A waiver by the Disclosing Party or the failure of the Disclosing Party to claim a breach of any provision of this Agreement shall not be deemed to constitute a waiver or estoppel with respect to any subsequent breach of any provision hereof.
If any portion of this Agreement shall be judicially declared to be invalid, unenforceable or void, such decision shall not have the effect of invalidating or voiding the remainder of this Agreement, and the part or parts of this Agreement so held to be invalid, unenforceable or void will be deemed to have been stricken here from and the remainder will have the same force and effectiveness as if such part or parts had never been included herein.
This Agreement shall be effective as of the signing date of this Agreement by the Both Parties and shall expire if: (a) this Agreement is expressly superseded by a subsequent agreement between both Parties hereto, or (b) in the event there is no a subsequent agreement between the Both Parties, this Agreement is valid for 2 (two) years from the signing date of this Agreement.
Any amendment or modification to this Agreement shall be effective only if made in a written instrument and signed by both Parties.
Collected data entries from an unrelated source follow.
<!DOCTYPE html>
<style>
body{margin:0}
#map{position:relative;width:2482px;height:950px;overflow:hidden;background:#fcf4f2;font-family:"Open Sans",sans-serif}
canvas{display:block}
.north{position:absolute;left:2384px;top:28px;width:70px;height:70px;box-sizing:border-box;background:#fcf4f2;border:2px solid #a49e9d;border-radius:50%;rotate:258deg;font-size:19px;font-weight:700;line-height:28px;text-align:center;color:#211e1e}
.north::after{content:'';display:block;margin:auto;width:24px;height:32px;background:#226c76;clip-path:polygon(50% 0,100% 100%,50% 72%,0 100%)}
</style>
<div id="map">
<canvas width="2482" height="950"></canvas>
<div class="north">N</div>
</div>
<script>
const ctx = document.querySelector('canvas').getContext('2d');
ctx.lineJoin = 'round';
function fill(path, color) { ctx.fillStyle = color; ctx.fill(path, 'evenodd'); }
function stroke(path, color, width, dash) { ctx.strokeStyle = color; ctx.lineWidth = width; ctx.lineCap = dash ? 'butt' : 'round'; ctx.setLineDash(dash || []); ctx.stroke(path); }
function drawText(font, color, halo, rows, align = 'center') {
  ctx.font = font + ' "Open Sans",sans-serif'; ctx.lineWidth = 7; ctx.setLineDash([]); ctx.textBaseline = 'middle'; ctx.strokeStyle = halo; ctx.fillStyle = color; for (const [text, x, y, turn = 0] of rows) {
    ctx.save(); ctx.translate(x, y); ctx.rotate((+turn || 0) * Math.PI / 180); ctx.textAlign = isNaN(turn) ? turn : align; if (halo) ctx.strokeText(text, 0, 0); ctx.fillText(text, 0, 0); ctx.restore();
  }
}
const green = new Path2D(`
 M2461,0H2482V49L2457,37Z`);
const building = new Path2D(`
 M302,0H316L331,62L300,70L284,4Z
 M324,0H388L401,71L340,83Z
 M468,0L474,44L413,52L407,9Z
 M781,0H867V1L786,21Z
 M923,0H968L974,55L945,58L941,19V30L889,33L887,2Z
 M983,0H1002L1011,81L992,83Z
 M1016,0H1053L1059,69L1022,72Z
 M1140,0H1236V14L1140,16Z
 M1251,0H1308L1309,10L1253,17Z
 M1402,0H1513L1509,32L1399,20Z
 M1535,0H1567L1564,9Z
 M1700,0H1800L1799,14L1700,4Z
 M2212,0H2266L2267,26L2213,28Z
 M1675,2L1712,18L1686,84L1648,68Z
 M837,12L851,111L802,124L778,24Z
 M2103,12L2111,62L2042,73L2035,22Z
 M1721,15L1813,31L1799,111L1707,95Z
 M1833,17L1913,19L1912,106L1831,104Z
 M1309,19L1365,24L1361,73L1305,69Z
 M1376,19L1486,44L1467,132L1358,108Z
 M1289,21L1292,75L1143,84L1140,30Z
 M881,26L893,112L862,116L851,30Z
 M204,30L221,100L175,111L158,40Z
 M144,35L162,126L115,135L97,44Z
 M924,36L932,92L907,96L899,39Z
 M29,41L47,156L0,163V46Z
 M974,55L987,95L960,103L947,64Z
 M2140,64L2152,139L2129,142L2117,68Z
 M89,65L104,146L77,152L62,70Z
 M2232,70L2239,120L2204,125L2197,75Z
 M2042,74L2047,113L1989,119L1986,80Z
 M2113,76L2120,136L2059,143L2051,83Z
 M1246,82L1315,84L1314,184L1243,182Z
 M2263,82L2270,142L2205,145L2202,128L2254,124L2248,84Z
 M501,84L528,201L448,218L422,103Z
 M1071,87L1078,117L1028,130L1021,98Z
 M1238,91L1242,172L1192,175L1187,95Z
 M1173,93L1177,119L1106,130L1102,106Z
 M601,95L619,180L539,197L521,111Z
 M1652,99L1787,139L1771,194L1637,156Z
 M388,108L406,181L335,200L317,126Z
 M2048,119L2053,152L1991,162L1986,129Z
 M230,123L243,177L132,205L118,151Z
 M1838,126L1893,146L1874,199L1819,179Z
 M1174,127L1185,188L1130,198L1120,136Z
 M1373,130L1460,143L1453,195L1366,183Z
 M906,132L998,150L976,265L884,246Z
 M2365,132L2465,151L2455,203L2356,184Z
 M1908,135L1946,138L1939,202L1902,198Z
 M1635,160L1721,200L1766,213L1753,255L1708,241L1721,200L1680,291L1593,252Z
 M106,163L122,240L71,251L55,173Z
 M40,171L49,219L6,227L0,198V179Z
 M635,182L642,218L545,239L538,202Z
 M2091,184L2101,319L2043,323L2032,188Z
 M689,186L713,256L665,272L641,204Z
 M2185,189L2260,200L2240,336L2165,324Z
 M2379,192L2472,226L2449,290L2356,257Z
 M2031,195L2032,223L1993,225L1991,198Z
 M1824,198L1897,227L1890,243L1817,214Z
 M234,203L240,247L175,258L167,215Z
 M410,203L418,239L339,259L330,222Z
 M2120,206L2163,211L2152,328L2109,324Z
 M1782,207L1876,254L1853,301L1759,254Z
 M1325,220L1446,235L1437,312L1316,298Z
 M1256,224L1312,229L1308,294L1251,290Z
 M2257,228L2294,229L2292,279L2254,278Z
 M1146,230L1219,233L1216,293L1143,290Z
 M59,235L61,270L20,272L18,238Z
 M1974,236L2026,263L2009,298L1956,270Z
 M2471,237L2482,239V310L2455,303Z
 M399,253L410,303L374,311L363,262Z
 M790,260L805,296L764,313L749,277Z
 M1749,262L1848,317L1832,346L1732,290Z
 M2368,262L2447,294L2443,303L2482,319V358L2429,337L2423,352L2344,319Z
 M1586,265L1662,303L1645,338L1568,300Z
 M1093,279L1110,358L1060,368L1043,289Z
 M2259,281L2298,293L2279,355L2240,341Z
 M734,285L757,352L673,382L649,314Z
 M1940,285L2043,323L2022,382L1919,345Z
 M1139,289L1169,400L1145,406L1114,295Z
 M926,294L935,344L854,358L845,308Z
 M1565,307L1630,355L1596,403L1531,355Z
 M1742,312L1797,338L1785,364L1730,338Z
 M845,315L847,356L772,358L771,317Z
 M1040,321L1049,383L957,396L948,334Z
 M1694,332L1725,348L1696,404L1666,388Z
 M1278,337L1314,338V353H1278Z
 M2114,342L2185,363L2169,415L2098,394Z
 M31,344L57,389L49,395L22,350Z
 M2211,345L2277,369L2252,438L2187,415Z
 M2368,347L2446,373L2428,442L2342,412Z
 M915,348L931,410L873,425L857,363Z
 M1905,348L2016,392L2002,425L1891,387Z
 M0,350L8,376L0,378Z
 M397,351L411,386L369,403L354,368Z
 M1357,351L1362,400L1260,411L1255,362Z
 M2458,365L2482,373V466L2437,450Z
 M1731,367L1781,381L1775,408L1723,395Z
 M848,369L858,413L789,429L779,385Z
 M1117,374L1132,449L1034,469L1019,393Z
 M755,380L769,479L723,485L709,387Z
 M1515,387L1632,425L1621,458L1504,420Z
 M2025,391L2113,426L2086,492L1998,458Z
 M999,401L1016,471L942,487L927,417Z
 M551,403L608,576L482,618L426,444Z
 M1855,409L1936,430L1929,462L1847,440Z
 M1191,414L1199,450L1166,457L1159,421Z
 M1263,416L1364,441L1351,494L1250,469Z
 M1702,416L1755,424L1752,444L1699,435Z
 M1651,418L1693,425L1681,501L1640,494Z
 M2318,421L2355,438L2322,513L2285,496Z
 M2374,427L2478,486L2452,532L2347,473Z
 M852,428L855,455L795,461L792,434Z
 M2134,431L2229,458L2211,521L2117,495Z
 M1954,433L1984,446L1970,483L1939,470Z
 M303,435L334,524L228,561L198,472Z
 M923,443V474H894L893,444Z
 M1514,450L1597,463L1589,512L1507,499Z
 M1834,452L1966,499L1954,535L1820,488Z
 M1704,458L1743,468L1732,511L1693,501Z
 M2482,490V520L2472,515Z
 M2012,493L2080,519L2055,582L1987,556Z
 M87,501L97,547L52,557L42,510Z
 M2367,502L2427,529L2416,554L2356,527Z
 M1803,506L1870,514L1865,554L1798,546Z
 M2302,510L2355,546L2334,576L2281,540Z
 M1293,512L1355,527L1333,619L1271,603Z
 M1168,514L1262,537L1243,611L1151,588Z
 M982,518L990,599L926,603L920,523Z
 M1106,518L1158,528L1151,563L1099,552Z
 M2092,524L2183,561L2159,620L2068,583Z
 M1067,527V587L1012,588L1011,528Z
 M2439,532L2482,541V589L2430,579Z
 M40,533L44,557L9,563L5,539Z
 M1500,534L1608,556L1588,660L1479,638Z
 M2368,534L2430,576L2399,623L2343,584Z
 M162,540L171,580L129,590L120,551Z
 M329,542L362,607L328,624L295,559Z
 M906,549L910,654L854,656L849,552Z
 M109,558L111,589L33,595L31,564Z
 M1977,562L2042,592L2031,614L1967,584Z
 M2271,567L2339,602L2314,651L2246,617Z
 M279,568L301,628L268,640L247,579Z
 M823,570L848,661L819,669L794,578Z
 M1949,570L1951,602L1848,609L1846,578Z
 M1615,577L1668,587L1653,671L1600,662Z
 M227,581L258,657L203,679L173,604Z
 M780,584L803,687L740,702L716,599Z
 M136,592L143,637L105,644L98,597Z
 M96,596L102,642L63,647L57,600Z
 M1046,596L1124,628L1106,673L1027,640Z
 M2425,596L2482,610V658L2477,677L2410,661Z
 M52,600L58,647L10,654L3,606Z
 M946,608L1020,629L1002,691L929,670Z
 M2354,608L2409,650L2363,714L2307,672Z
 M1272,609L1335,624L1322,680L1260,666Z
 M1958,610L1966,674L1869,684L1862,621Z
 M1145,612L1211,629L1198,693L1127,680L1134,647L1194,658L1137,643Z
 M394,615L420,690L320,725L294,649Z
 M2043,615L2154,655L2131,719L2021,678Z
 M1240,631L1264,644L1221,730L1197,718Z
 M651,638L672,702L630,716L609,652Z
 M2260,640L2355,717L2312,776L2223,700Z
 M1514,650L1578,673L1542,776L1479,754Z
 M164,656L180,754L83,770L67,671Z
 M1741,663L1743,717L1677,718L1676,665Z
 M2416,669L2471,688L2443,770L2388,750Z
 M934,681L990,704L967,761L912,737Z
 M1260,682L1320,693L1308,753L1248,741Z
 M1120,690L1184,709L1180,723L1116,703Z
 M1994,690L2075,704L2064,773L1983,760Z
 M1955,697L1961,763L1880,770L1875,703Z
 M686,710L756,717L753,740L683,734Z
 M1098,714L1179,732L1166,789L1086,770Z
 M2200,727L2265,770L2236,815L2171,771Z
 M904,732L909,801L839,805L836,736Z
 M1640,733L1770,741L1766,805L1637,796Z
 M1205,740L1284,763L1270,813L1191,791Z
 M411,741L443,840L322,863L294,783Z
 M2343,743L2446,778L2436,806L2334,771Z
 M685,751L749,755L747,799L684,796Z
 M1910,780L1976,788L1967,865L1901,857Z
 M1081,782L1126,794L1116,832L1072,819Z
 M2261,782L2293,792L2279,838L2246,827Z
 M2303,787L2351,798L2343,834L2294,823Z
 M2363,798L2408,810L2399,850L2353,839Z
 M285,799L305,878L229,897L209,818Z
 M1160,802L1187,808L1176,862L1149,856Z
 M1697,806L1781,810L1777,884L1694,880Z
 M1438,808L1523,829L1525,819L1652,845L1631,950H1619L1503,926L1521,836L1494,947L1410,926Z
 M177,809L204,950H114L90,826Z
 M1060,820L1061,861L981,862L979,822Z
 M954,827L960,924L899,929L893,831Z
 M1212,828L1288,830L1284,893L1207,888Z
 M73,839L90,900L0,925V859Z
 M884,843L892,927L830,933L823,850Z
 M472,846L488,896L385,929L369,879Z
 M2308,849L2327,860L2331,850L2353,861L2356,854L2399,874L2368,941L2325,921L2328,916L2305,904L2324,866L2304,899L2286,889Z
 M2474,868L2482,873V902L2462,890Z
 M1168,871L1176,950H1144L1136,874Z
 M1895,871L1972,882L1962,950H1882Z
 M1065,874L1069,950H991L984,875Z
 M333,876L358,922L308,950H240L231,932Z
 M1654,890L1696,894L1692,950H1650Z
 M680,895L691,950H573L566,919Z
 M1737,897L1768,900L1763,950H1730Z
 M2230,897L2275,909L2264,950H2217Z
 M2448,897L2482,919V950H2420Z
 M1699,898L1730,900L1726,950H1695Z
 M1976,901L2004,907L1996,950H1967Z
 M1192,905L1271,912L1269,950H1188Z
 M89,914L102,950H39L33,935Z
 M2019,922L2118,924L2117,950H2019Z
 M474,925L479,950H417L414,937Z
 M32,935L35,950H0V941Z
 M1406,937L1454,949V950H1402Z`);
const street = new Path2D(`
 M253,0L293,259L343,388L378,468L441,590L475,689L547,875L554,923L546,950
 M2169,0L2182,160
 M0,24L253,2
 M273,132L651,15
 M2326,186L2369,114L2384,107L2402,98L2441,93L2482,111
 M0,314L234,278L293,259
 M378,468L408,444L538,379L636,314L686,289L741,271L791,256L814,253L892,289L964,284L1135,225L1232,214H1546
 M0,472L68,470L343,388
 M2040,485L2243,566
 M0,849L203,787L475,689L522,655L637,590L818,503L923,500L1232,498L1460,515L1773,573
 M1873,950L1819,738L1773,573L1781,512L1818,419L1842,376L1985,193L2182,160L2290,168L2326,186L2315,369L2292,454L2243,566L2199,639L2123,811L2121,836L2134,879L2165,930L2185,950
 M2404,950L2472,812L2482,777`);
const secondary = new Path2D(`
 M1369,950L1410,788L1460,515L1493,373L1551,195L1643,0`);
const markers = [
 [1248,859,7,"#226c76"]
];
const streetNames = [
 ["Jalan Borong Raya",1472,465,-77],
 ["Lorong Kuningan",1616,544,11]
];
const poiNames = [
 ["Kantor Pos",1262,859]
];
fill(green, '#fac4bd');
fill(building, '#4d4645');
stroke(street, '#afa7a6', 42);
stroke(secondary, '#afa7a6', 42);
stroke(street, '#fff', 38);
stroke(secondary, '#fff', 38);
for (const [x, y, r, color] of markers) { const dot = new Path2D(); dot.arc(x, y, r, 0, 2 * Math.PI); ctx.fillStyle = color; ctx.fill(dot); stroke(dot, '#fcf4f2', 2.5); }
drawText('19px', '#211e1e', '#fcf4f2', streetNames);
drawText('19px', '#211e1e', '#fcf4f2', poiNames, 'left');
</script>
Notices under this Agreement shall be in writing and in the Bahasa Indonesia or English language, shall be served by delivering it to the party to receive it at the address above or email set out in this clause and shall be deemed to have been delivered in accordance with this clause.
This Agreement shall be governed by and construed in accordance with the law of the Republic of Indonesia.
The parties to this Agreement irrevocably agree that the Badan Arbitrase Nasional Indonesia (BANI Arbitration Centre) shall have exclusive jurisdiction to decide and to settle any dispute or claim arising out of or in connection with this Agreement (“Proceedings”).
Neither this Agreement nor any of the rights, benefits or obligations hereunder may be assigned or delegated by Recipient Party (whether by law or otherwise) without the prior written consent of the Disclosing Party.
The captions and headings in this Agreement have been inserted for convenience only and shall be given no substantive meaning or significance whatsoever in construing the terms and provisions of this Agreement.
This Agreement may be executed in one or more counterparts, each of which shall be deemed to be an original, but all of which together will constitute one and the same Agreement.
This Agreement (together with the other agreements and documents being delivered pursuant to or in connection with this Agreement.